El gobierno se reserva posición de árbitro en decreto sobre prevención de conflictos

Luego de un largo período de indefinición, el gobierno finalmente remitió ayer al Ejecutivo un decreto reglamentando la prevención de conflictos sindicales.

En la víspera, el Ministerio de Trabajo anunció la redacción de una norma complementaria del decreto 302, que regula los fueros sindicales, destinada a crear mecanismos preventivos de la conflictiva sindical.

El subsecretario de Trabajo, Jorge Bruni, explicó que la nueva disposición recogió «algunos de los planteos empresariales», como la necesidad de «instalar un diálogo bipartito previo» a las medidas y, posteriormente, «un diálogo tripartito, eventualmente en los Consejos de Salarios», que termine laudando en el diferendo.

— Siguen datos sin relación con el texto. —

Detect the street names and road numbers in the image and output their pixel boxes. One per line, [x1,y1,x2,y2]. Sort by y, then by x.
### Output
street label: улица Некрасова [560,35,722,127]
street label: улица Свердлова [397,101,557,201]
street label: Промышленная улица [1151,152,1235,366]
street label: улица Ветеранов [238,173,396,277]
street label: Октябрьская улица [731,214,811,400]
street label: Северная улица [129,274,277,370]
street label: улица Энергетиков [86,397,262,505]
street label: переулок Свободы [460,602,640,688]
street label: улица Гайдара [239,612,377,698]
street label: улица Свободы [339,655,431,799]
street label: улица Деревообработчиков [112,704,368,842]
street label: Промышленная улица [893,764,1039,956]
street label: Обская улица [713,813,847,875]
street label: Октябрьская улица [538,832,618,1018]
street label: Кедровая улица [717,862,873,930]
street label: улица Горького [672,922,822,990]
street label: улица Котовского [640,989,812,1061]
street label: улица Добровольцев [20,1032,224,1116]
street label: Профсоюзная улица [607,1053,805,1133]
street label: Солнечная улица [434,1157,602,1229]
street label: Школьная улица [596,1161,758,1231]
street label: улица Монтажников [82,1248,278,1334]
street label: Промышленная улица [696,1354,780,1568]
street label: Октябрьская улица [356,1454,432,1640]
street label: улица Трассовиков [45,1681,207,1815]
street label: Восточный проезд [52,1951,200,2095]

Si no existe acuerdo, el diferendo pasará al Consejo de Salarios, lo que según el funcionario, ha sido contemplado en el artículo 1° del decreto.

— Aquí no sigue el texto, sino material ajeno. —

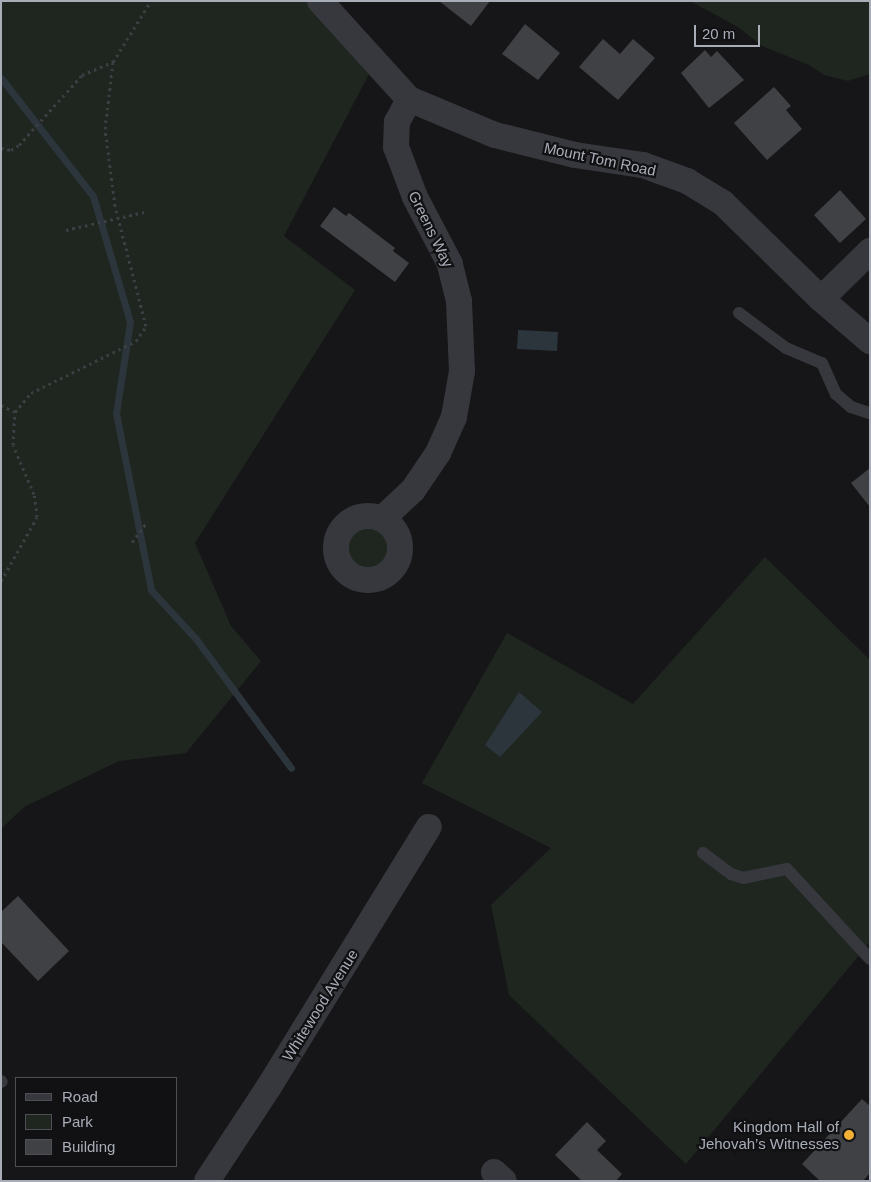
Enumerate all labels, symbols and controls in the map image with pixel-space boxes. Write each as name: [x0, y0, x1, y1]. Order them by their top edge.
scale bar: [696, 15, 762, 47]
text: 20 m: [702, 25, 735, 42]
street label: Mount Tom Road: [542, 138, 658, 180]
street label: Greens Way: [405, 188, 457, 270]
street label: Whitewood Avenue: [278, 946, 362, 1064]
legend: [15, 1077, 178, 1167]
text: Road: [62, 1088, 98, 1105]
text: Park: [62, 1113, 93, 1130]
place label: Kingdom Hall of Jehovah’s Witnesses: [698, 1117, 839, 1152]
marker: Kingdom Hall of Jehovah’s Witnesses: [843, 1129, 855, 1141]
text: Building: [62, 1138, 115, 1155]

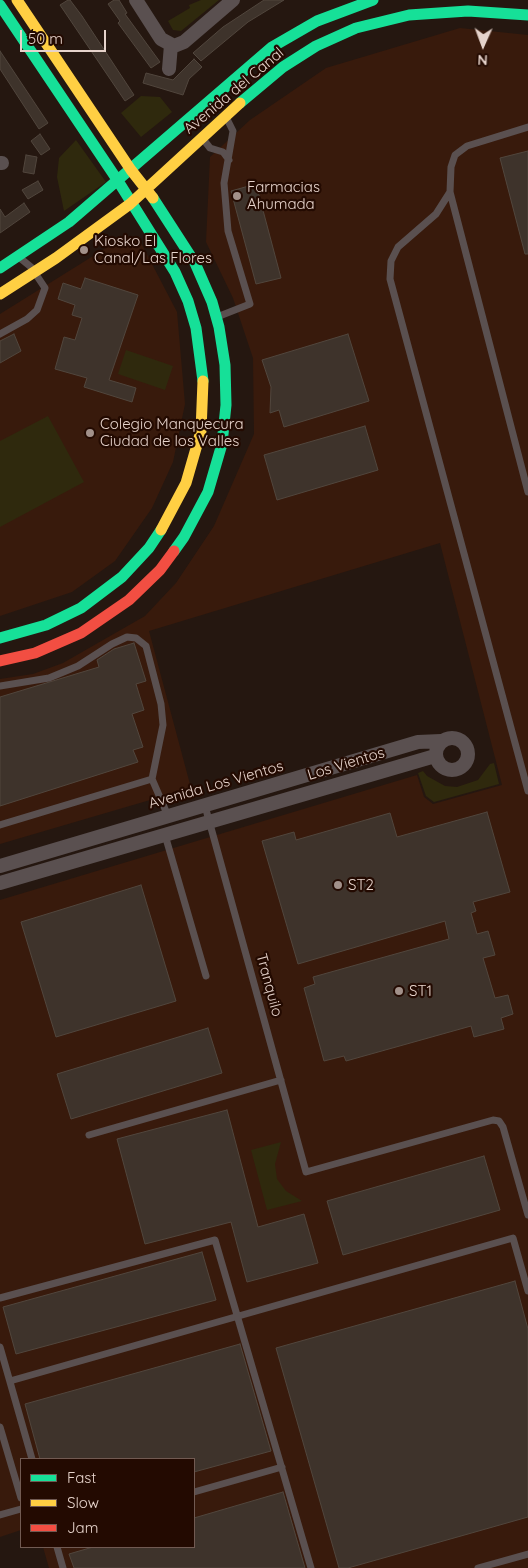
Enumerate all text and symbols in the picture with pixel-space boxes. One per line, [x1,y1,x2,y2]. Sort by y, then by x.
scale bar [22,20,109,52]
north arrow [458,20,508,70]
text: 50 m [28,29,63,48]
street label: Avenida del Canal [180,44,288,138]
text: N [477,51,488,69]
place label: Farmacias Ahumada [247,178,320,213]
marker: Farmacias Ahumada [231,190,243,202]
place label: Kiosko El Canal/Las Flores [94,232,212,267]
marker: Kiosko El Canal/Las Flores [78,244,90,256]
place label: Colegio Manquecura Ciudad de los Valles [100,415,244,450]
marker: Colegio Manquecura Ciudad de los Valles [84,427,96,439]
street label: Los Vientos [305,744,387,784]
street label: Avenida Los Vientos [147,757,285,813]
place label: ST2 [348,876,374,894]
marker: ST2 [332,879,344,891]
street label: Tranquilo [252,951,286,1019]
place label: ST1 [409,982,432,1000]
marker: ST1 [393,985,405,997]
legend [20,1458,195,1548]
text: Fast [67,1468,96,1487]
text: Slow [67,1493,99,1512]
text: Jam [67,1518,98,1537]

La norma obliga a que, previo a la adopción de cualquier medida sindical, se establezca un plazo de 72 horas para el diálogo entre trabajadores y patronal, vencido el cual habrá cinco días para decidir una salida negociada.

«Durante ese período, las partes del conflicto deberán abstenerse de cualquier tipo de medidas. Y, en caso de adoptarse, habrá que pensar en la suspensión de esa medida mientras se desarrolla el trámite conciliatorio», dijo.

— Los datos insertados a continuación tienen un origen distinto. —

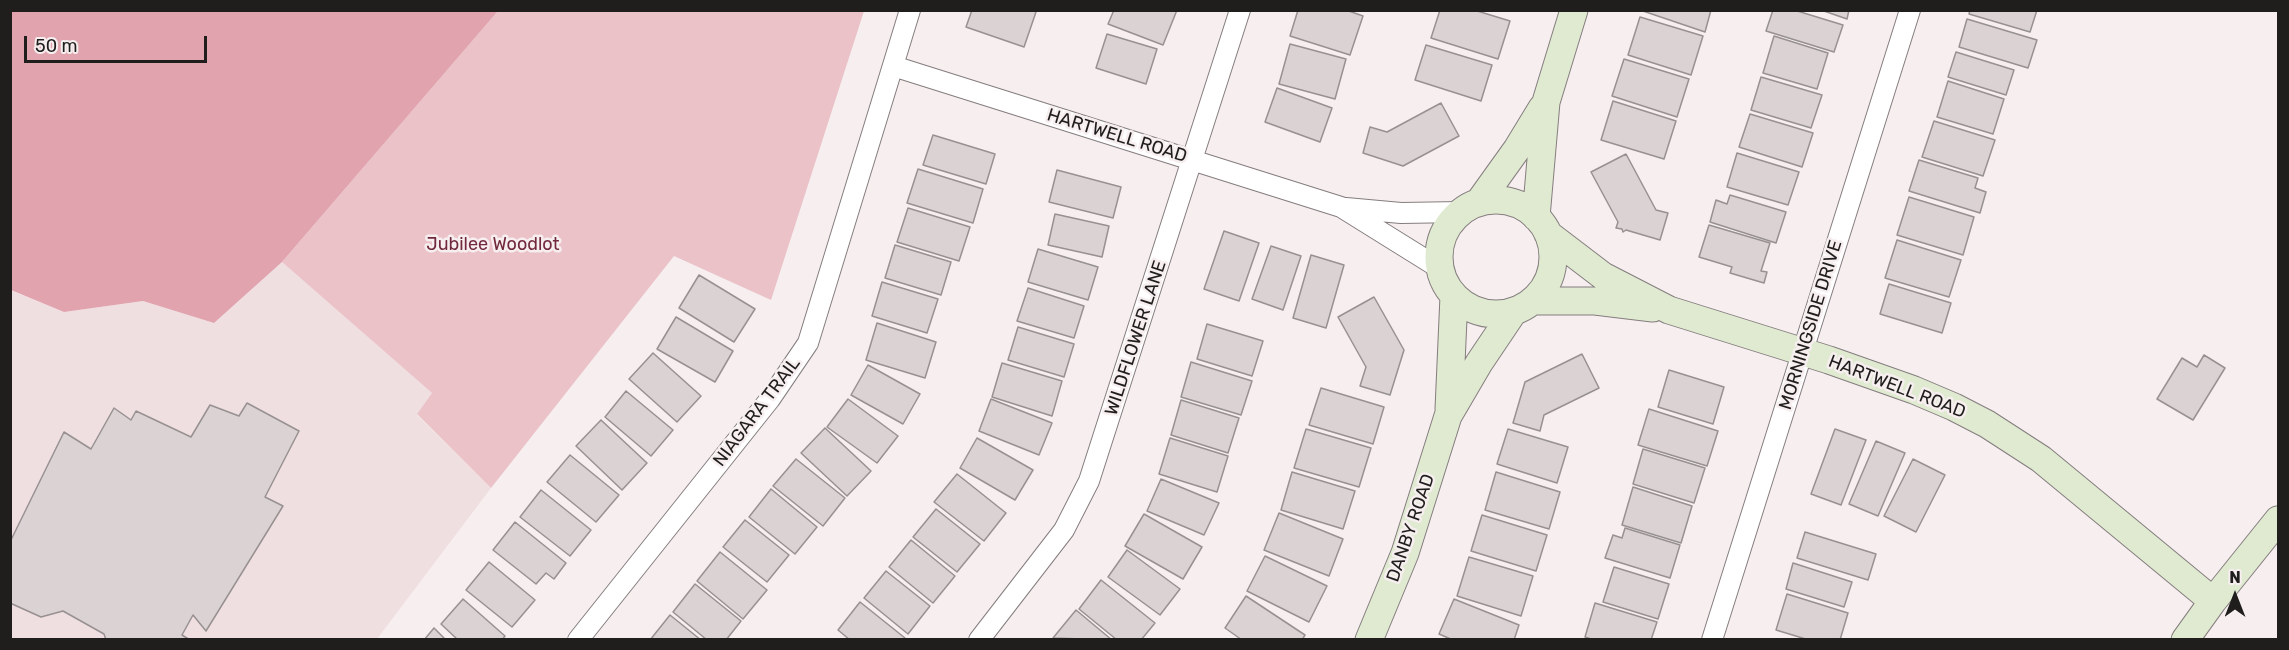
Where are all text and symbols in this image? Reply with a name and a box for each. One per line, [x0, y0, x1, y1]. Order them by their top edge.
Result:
scale bar [27, 24, 210, 62]
text: 50 m [35, 35, 78, 57]
street label: HARTWELL ROAD [1044, 104, 1190, 168]
park label: Jubilee Woodlot [426, 234, 560, 256]
street label: MORNINGSIDE DRIVE [1775, 238, 1847, 412]
street label: WILDFLOWER LANE [1101, 258, 1171, 418]
street label: HARTWELL ROAD [1825, 351, 1969, 423]
street label: NIAGARA TRAIL [709, 353, 805, 471]
street label: DANBY ROAD [1382, 471, 1440, 585]
north arrow [2205, 566, 2265, 626]
text: N [2229, 568, 2241, 587]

La nueva norma no contempló, en cambio, el reclamo empresarial de que las decisiones sean tomadas por consenso. La cartera de Trabajo optó por colocarse en la posición de árbitro, señaló.

El funcionario sostuvo que la aprobación de este decreto complementario levanta el obstáculo que impedía a trabajadores y empresarios integrar el Comité Técnico Tripartito, creado en el decreto 302 para restituir a los trabajadores despedidos por causas sindicales, instando a ambos sectores a reintegrarse a ese instituto.

Bruni negó que esta norma represente una regulación del derecho de huelga. «De ninguna manera, porque el mecanismo de prevención de conflictos recoge recomendaciones de la propia Organización Internacional de Trabajo. Además, por otra parte, los plazos en los que se desarrolla el mecanismo conciliatorio son lo suficientemente cortos como para que ninguna de las partes se sienta que no puede adoptar medidas», dijo.

POCA INFORMCAION
El anuncio del decreto fue a primera hora de la tarde, pero los involucrados optaron por tomarse su tiempo para adoptar alguna posición.

Las fuentes empresariales consultadas coincidieron en la falta de información sobre la norma, estimando que recién para hoy se cuente con el texto para su análisis.

Los sindicatos, por su parte, también resolverán su posición oficial la semana próxima. No obstante, sindicalistas como el metalúrgico Marcelo Abdala adelantaron su respaldo al espíritu del decreto, puesto que contempla la mecánica tradicional del movimiento sindical para actuar frente a medidas como las ocupaciones.